Above: Sophia and Chris perform a waste audit at the National Cherry Festival as part of our annual review of their festival waste management practices.
As the old saying goes, you are what you measure. That’s why we help partners monitor carbon drawdown solutions like clean energy, solid waste diversion, and regenerative land management. Become a part of the solution with a gift to SEEDS today!
What We’re Working On
Organic Waste Diversion Feasibility Study:
Did you know that, taken as a whole system, agriculture is the number one contributor to greenhouse gas emissions globally?
Here’s a solution: let’s take the food wastes from this extractive system and transform them into a feedstock for regenerative food systems. Regenerative agricultural systems simultaneously improve soil health, retain water, support biodiversity, and frequently improve food justice! Locally, we can avoid thousands of metric tons of greenhouse gasses annually simply by getting our food scraps into a compost pile. That’s a solution we can all participate in – and support the regenerative revolution every time we do!
Over the last 18 months, we’ve been developing a realistic set of plans to divert at least 25% of our region’s food waste. Next year we’re going to ask for help of all kinds to make it happen!
Facilitating Municipal Carbon Goals:
We’ve been facilitating the City of Traverse City’s Green Team for the last four years putting SEEDS in a central supporting role. The City hit its 2020 target of powering its municipal operations with 100% clean electricity and TC isn’t stopping there!

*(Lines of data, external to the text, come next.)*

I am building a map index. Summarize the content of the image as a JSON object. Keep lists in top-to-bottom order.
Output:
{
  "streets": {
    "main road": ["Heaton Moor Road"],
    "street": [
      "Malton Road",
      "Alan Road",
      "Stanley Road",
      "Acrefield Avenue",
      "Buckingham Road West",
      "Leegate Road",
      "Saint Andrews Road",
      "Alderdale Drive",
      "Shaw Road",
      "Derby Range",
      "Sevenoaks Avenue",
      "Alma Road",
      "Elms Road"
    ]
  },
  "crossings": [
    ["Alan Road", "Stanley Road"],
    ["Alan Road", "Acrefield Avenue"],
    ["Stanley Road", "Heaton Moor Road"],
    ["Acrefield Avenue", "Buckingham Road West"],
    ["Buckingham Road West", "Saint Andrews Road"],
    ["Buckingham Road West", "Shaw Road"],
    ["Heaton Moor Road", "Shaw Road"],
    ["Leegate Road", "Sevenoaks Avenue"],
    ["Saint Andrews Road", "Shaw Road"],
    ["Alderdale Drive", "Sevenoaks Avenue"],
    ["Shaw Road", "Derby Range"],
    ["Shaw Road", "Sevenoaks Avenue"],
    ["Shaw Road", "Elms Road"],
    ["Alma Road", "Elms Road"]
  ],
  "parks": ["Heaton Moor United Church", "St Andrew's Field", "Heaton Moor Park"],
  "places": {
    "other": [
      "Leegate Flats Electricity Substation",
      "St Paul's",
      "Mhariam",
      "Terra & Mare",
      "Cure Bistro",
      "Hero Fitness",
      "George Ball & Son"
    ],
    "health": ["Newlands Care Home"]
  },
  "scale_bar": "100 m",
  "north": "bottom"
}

This year we’ve also been working with the City of Big Rapids on practical strategies their Planning Department can adopt to improve the energy efficiency of their rental-housing. That would positively impact 2/3rds of the housing stock in this college town!
Solar Power in Historic Barns Park:
Major roadway reconstruction this year required moving the location of the solar array as well as the solar-powered path lights that SEEDS had installed several years ago. The panels are reinstalled and once again providing clean electricity to the farmland irrigation systems and to the Cathedral Barn. The path lights are not tied to the electric grid and were installed using ground screws making them a snap to pull up and move, proving that oftentimes the greener solution is the less expensive solution too.
Above: Students visiting from the after school program at Brethren Middle School learn about solar power under the solar panels at Historic Barns Park.